DATA:
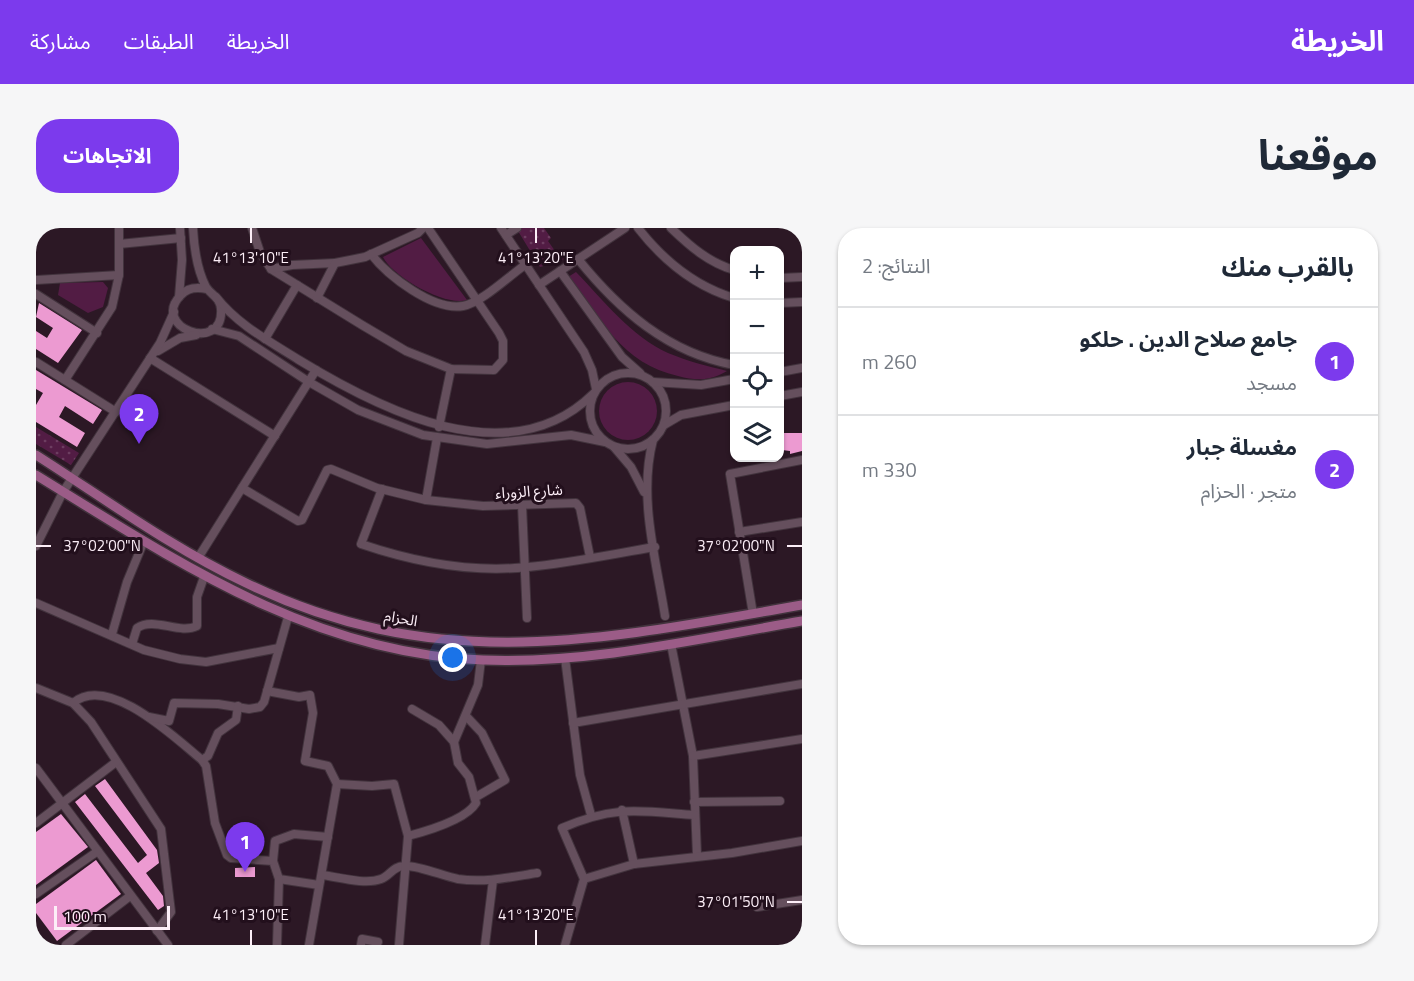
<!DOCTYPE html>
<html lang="ar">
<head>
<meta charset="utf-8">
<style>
  body { margin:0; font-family:"Titillium Web","Noto Sans Arabic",sans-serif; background:#f6f6f7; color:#1f2937; direction:rtl }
  .controls { position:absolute; right:18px; top:18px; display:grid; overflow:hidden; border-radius:12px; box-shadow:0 2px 4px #0004 }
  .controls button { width:54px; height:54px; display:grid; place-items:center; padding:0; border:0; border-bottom:2px solid #e0e1e3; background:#fff; color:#1f2937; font:30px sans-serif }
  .scale { position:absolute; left:18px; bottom:15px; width:116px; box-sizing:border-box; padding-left:6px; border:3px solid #fceef7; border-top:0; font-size:16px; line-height:21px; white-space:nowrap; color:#fceef7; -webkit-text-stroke:4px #220f1c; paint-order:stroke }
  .you { position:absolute; left:417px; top:430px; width:21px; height:21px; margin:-15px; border:4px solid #fff; border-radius:50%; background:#1a73e8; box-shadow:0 0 0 9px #1a73e833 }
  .badge { display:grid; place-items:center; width:39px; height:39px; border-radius:50%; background:#7c3aed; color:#fff; font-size:20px; font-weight:700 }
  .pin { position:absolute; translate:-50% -50px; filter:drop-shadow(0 2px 3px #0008) }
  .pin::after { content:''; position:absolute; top:32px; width:21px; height:18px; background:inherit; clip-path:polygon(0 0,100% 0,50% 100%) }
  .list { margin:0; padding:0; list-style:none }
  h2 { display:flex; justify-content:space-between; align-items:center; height:78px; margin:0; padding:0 24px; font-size:26px }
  h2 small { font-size:20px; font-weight:400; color:#747a83 }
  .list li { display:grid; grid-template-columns:39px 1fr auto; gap:18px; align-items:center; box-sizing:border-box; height:108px; padding:0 24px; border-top:2px solid #e0e1e3 }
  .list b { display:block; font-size:22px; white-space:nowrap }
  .list p { margin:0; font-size:20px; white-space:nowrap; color:#747a83 }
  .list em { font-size:20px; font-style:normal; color:#747a83 }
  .icon { flex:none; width:33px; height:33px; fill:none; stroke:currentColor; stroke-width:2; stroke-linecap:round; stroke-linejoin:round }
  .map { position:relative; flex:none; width:766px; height:717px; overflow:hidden; direction:ltr; border-radius:24px }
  header { display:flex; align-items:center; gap:36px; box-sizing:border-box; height:84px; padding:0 30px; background:#7c3aed; color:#fff }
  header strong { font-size:28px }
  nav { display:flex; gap:33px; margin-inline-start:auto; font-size:21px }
  .intro { display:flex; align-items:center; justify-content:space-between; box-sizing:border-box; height:144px; padding:0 36px }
  h1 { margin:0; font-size:42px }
  .button { padding:15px 27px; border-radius:24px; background:#7c3aed; color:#fff; font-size:21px; font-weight:700 }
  main { display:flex; gap:36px; padding:0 36px }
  aside { flex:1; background:#fff; border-radius:24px; box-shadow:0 2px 4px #0004 }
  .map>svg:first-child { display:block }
  .green { fill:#521c44 }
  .garden { fill:url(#garden-dots) }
  .building { fill:#ec9ad1 }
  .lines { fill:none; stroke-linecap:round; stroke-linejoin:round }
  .minor-casing { stroke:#42333d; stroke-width:10 }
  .major-casing { stroke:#42333d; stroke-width:12 }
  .minor { stroke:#654f5d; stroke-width:8 }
  .major { stroke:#9b5c87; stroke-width:9 }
  .ticks { fill:none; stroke:#fceef7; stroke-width:2 }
  .labels { text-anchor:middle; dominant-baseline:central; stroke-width:6; stroke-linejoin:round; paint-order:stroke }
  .street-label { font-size:15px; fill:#fceef7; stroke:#220f1c }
  .ticks-label { font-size:15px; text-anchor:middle; fill:#fceef7; stroke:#220f1c; stroke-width:6; stroke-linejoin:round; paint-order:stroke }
</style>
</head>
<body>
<header>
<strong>الخريطة</strong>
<nav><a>الخريطة</a><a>الطبقات</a><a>مشاركة</a></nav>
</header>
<div class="intro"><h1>موقعنا</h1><a class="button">الاتجاهات</a></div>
<main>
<aside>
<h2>بالقرب منك<small>النتائج: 2</small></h2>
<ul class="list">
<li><span class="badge">1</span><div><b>جامع صلاح الدين . حلكو</b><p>مسجد</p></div><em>260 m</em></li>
<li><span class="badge">2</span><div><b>مغسلة جبار</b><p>متجر · الحزام</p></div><em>330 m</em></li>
</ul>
</aside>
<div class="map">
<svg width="766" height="717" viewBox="0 0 766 717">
  <defs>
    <pattern id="garden-dots" width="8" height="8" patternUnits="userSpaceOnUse" patternTransform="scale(1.5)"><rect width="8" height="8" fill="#521c44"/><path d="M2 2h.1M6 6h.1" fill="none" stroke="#6c3d60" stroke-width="1.8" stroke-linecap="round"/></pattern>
  </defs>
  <rect width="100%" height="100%" fill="#2c1825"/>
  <!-- green -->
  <g class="green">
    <path d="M385,10L431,72C409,79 356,48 347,29Z"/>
    <path d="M540,44C567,72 596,109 632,125C651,133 671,138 691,143C674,153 661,153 642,148C587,136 564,91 532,49Z"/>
    <polygon points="67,54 72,60 67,79 52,85 22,67 24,55"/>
    <circle cx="592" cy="183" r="29"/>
  </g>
  <!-- garden -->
  <g class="garden">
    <polygon points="486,0 508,0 515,10 512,13 519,23 534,21 534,29 504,39 482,3"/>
    <polygon points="0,199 43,225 35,237 0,216"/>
  </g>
  <!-- building -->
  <g class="building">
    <polygon points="3,75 46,102 22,135 0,121 0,103 11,110 17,100 0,89"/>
    <polygon points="0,142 66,182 57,196 29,178 23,189 49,205 41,219 0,194 0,177 7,165 0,161"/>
    <polygon points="746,205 766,205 766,223 754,226 754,223 746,222"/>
    <polygon points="69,551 121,622 123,635 110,645 127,668 128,678 122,682 39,574 49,566 102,635 111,627 59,558"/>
    <polygon points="25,586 52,619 0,657 0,604"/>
    <polygon points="60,632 85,666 21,713 0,685 0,676"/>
    <polygon points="219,639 219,649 199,649 199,640"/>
  </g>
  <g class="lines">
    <defs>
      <g id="minor">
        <path d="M157,0C158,19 161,42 170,59C175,67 184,69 185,81C188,127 113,99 145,67C152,59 162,59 171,61"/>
        <polyline points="216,0 224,24 235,41 326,97 370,123 415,141 458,142 467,132 467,113 463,105 392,0"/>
        <polyline points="465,0 548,124 556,142 560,161"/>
        <path d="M602,0C627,32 658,58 698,70"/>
        <path d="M635,0C655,19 672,34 698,42"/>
        <polyline points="470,7 481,0"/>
        <polyline points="83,16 145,10"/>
        <path d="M335,26C352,48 397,83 427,78C445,75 473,48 489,37"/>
        <path d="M542,31C583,82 632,125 698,137"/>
        <polyline points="235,41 256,37 299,35"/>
        <polyline points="524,43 586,129 604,145"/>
        <polyline points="744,50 766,49"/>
        <polyline points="0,52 83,47"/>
        <polyline points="503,57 589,0"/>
        <polyline points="0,66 61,105"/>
        <polyline points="143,69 146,32 144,0"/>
        <path d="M180,69C202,97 233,113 263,132C345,182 473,248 557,166"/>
        <polyline points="281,70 299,35 329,29 382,5 387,0"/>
        <polyline points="744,75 766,74"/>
        <polyline points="176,101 203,108 273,154 322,182 387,207 451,216 535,207 569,214"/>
        <polyline points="229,111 261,57"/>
        <polyline points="122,123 144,110 160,107"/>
        <polyline points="114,130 239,208"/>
        <polyline points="0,134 80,184"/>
        <polyline points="744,144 766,140"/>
        <circle cx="592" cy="183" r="38"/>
        <polyline points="29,152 76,79 83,47 83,0"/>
        <polyline points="617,154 665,157 698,151"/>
        <polyline points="744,168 766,164"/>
        <polyline points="628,197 645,187 698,177"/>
        <polyline points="403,199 415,141"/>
        <path d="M617,212C602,269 620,331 629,388"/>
        <polyline points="578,219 595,239 608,264"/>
        <polyline points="206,260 262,293 266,292 291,242 295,241 341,260 390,272 447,278 540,275 544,280 554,329"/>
        <path d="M346,261L325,316C378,334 436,345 492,339C534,335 577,326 619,319"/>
        <polyline points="390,272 401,210"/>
        <polyline points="486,277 491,390"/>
        <polyline points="703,304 766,294"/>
        <polyline points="0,318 27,264 124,115 138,84"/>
        <polyline points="162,330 280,142"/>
        <polyline points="0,375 108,422 144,431 170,434 243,420"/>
        <polyline points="717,386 694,246 766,232"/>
        <polyline points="76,406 91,354 108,313"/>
        <path d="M96,416L101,400C118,388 143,407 161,398V369L168,349"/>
        <polyline points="635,416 657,528 661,627"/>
        <polyline points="529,430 544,547 555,587"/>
        <polyline points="0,460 37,475 55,494 125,601 135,684 121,703"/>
        <polyline points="231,463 263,469 274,467 277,485 269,533 292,538 301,556 273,717"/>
        <path d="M37,475C72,445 139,510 166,532L170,538L179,595L191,627L195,630L237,633L243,651L283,657"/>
        <polyline points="376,481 403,497 418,514"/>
        <polyline points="430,488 446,505 469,552 440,569"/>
        <polyline points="113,489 133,493 138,475 182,476 213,481 224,479 228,474 252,389"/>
        <polyline points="537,495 766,456"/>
        <polyline points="657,528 766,511"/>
        <polyline points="166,532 172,528 182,505 200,492 202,478"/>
        <polyline points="0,540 132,717"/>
        <polyline points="301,556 336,558 358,556 372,608"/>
        <polyline points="658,574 744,573"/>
        <polyline points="586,582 598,636"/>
        <polyline points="0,595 80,534"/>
        <polyline points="237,633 239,613 258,606 292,609"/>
        <path d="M286,647C302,649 329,657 345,651C354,648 357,638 368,638C382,637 407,648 422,651C449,655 475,649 501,645"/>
        <polyline points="548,651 598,636 696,625 766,613"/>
        <polyline points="0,666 62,623"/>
        <polyline points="721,679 766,672"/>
        <polyline points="30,717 94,668"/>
        <polyline points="241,717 243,651"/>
        <polyline points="325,717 326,711 342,714"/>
        <path d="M363,717L372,608C391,603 430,592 440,575L433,549L422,535L418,514L442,457L445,432"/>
        <polyline points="449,717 457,652"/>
        <path d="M529,717L548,651L526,600C579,577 603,583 659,587"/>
      </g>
      <g id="major">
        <path d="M0,227C69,271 136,320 210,355C402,448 566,412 766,377"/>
        <path d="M0,247C140,333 277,426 447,432C555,436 661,411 766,393"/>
      </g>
    </defs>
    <!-- minor casing -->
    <use href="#minor" class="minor-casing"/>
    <!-- major casing -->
    <use href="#major" class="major-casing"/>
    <!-- minor -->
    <use href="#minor" class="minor"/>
    <!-- major -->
    <use href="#major" class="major"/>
  </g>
  <!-- ticks -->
  <path class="ticks" d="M215,0V15M500,0V15M0,318H15M751,318H766M751,674H766M215,702V717M500,702V717"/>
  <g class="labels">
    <!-- street labels -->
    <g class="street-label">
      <text transform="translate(493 263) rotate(-3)">شارع الزوراء</text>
      <text transform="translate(365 390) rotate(10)">الحزام</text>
    </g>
  </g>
  <g class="ticks-label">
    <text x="215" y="35">41°13'10"E</text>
    <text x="500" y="35">41°13'20"E</text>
    <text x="66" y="323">37°02'00"N</text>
    <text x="700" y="323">37°02'00"N</text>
    <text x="700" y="679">37°01'50"N</text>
    <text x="215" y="692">41°13'10"E</text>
    <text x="500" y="692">41°13'20"E</text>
  </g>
</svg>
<div class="controls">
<button>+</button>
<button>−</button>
<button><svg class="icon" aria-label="locate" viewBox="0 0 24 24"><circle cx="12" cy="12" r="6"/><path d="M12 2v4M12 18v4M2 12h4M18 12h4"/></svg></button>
<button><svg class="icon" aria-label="layers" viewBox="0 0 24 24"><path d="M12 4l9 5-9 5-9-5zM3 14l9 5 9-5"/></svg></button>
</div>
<div class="scale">100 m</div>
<div class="you"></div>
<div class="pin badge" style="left:209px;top:644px">1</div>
<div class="pin badge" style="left:103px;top:216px">2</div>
</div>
</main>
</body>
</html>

EXERCISE DETAILS: How many lines in the records contain the word "list"? Answer with the number alone.

ANSWER TO THIS TASK: 6